For a normal distribution, the mean, median, and mode are all equal and located at the center of the distribution. The normal distribution is symmetric, so the mean is at the center of the distribution, and since it is also the point of highest probability, it is also the mode. The median is the same as the mean in a perfectly symmetrical normal distribution.

**Q13. How is covariance different from correlation?**

- **Covariance:** Measures the degree to which two variables change together. It is not scaled, so the values can range from negative infinity to positive infinity.

- **Correlation:** Standardized measure of the strength and direction of the linear relationship between two variables. It ranges from -1 to 1, where -1 indicates a perfect negative correlation, 1 indicates a perfect positive correlation, and 0 indicates no correlation.

Covariance provides the direction of the relationship, while correlation

 provides both the direction and the strength.

**Q14. How do outliers affect measures of central tendency and dispersion?
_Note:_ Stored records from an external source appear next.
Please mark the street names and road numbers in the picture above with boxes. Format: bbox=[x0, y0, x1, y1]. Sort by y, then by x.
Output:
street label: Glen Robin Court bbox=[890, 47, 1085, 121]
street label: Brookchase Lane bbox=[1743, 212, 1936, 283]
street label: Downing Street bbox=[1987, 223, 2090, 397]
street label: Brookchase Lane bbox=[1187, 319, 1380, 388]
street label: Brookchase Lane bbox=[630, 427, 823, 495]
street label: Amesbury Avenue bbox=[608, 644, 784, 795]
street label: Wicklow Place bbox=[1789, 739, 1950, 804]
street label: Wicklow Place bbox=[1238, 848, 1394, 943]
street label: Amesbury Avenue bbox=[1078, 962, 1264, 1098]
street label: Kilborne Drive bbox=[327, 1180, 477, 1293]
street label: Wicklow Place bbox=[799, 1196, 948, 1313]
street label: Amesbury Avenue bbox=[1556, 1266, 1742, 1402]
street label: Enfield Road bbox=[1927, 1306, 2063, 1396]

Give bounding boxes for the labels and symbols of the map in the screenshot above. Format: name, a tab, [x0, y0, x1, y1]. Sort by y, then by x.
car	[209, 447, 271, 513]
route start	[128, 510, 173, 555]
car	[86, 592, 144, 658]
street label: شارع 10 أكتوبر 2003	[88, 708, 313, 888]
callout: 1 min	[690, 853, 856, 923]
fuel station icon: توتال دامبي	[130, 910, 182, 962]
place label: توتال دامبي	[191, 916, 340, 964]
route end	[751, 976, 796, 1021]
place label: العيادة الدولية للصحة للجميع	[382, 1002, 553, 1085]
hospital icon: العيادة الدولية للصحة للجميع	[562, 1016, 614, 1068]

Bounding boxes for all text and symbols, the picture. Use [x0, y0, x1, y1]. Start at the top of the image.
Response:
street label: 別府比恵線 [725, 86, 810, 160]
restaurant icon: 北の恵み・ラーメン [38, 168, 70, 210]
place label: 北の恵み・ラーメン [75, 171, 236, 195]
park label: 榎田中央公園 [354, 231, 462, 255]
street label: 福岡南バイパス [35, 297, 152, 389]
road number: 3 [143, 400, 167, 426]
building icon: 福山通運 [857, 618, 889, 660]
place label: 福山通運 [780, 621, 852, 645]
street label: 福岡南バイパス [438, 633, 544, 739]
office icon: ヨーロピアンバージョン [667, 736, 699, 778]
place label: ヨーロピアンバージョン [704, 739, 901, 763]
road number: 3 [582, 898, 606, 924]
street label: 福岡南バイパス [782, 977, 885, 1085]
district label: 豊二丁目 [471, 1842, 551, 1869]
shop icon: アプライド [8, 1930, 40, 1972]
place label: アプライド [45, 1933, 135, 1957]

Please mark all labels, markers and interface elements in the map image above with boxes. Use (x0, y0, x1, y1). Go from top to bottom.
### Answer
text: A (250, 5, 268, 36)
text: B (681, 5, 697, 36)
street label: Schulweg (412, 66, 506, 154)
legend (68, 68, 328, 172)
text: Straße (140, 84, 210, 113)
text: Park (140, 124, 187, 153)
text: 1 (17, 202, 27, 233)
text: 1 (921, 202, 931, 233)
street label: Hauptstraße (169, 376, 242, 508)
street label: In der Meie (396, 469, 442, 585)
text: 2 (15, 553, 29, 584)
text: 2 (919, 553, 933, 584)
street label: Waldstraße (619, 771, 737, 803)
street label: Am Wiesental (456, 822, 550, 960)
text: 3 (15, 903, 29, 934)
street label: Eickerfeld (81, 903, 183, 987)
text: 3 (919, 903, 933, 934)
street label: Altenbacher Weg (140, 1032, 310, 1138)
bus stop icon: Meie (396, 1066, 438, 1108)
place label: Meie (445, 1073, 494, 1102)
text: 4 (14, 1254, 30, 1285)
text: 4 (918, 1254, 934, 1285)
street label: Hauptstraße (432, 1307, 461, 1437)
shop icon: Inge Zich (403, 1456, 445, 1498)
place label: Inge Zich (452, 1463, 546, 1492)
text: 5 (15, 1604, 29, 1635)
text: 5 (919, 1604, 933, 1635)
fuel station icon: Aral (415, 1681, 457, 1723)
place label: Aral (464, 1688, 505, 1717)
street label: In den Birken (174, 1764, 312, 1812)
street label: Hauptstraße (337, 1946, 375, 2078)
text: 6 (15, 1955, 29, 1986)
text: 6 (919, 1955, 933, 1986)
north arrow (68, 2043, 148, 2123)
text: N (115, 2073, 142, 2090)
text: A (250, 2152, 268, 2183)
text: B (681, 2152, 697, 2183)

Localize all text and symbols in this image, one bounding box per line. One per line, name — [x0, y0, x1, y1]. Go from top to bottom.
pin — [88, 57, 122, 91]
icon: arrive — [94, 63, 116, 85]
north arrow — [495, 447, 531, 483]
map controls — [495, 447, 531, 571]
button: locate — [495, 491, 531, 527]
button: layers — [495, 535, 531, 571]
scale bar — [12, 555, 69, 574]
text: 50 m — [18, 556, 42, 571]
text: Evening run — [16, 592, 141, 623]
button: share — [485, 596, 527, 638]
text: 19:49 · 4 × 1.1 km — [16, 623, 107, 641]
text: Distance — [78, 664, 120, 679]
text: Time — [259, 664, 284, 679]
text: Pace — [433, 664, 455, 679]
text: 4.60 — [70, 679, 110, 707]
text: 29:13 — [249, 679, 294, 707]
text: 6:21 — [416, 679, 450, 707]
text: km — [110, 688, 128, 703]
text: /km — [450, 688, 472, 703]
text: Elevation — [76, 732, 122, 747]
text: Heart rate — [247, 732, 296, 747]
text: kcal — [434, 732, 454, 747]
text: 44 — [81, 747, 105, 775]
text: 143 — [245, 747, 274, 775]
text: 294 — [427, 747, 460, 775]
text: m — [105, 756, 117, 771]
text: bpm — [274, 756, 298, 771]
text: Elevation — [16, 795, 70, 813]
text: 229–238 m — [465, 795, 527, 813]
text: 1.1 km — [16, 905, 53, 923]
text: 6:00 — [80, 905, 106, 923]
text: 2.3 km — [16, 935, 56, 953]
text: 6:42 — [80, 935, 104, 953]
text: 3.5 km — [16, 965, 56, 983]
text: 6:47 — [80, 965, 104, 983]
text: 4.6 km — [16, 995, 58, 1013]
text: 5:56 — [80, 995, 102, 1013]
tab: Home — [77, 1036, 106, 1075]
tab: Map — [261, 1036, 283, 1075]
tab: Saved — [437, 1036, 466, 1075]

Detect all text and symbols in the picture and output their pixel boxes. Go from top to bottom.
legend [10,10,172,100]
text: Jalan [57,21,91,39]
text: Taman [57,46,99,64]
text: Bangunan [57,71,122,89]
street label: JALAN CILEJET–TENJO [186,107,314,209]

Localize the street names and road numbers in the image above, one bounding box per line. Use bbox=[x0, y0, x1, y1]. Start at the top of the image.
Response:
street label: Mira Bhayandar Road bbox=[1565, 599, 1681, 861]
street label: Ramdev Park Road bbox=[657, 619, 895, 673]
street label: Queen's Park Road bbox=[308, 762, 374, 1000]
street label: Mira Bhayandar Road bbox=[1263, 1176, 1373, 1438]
Provide an example.**

- **Central Tendency:** Outliers can significantly affect the mean, pulling it towards their extreme values. The median is less affected as it represents the middle value.

- **Dispersion:** Outliers can greatly influence measures like range and standard deviation, making them larger than they would be without outliers.

Example:
```python
import numpy as np

data_with_outlier = [10, 15, 20, 25, 100]
mean_data_with_outlier = np.mean(data_with_outlier)
std_deviation_data_with_outlier = np.std(data_with_outlier)

print(f"Mean (with outlier): {mean_data_with_outlier:.2f}")
print(f"Standard Deviation (with outlier): {std_deviation_data_with_outlier:.2f}")
```

In this example, the outlier (100) significantly affects the mean and standard deviation. Removing or handling outliers may provide a more representative summary of the data.